Chief Judge Evans Commits to Reform Bond Court and Create Adult Restorative Justice Programs at Reclaim Campaign Public Action
Last Thursday, July 24, the Community Renewal Society held a large public action with 500 congregants and Chief Judge Timothy Evans to call on the Chief Judge to institute specific reforms creating an Adult Restorative Justice diversion program and moving the County away from monetary bonds.
Chicago Appleseed worked with the Community Renewal Society and the Reclaim Campaign as third party policy consultants, helping shape the commitments they wanted from Judge Evans.
(Recently, as part of our collaboration, the Reclaim Campaign advocated for the Chicago Appleseed-developed bill to reduce the time to preliminary hearings from 30 to 10 days. This bill, SB 3007, eventually took the form of a pilot drug field-testing pilot program to reduce the time to preliminary hearing and passed unanimously in the State Senate. More on that here.)
The Event and The Promises Made
Reclaim Campaign public actions take the form of a covenant. The congregation asks a public official if they will support and take certain specific actions. The public official is asked to make direct yes or no statements and then sign the covenant along with community representatives.
At July 24th’s event Chief Judge Evans agreed to the following:
1) Creating a new pilot program for adult offenders with the goal of diverting 100 non-violent or low-level arrestees to approved Restorative Justice Peace Hubs over the court of a year beginning on November 1, 2014.
2) In the plan to reform bond court and pre-trial services which Evans will release in October of this year, the Chief Judge will include goals to:
a. Develop criteria and options to move from reliance on monetary bond to releasing detainees on personal recognizance for non-violent felonies and misdemeanors.
b. Re-institute secondary review of low-level bonds.

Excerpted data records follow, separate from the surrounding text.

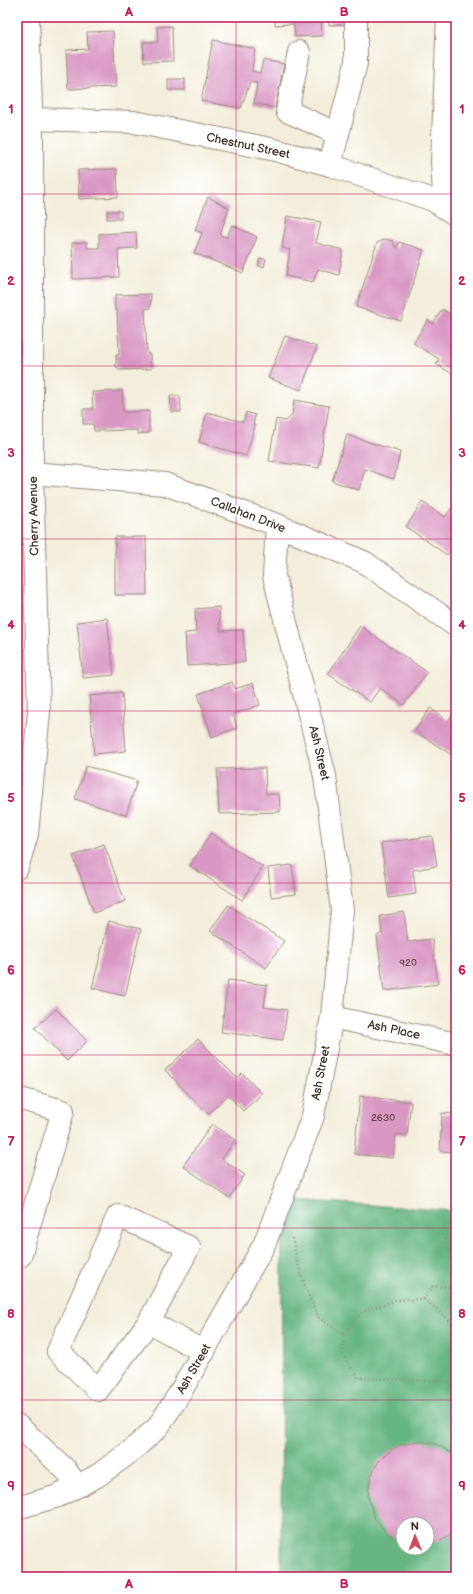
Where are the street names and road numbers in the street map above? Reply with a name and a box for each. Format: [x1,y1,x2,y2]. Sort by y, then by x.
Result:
street label: Chestnut Street [205,130,291,162]
street label: Cherry Avenue [26,476,42,556]
street label: Callahan Drive [208,494,288,536]
street label: Ash Street [305,724,333,782]
street label: Ash Place [366,1017,422,1043]
street label: Ash Street [308,1044,334,1102]
street label: Ash Street [174,1341,215,1397]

c. Train pretrial services to use a validated risk assessment tool and to empower them to make recommendations as to bond amounts and diversion programs.
The community also made a commitment to publicly support new diversion and reform initiatives and to stand behind the leaders and judges who implement them.
You can find more about the Reclaim Campaign here.
We at Chicago Appleseed find this to be a promising action and one that we were happy to participate in and help shape. It has been our privilege to be able to communicate the reform efforts happening at the top levels of government – between the Illinois Supreme Court and the heads of governments agencies here in Cook County – to the communities that are most affected by these efforts. We find it promising that there commitments occurred in both directions, with the community also vowing to publicly support efforts to reform bond court into one that is based more on risk and less on the ability to pay. Much of what has led our jail to be so crowded has been the fear of a public outcry in the event that an ind
ividual commits a crime while out on bond. The recognition by the public and by the government partners that these attitudes have to change in both camps is the key stepping stone on the path to reform.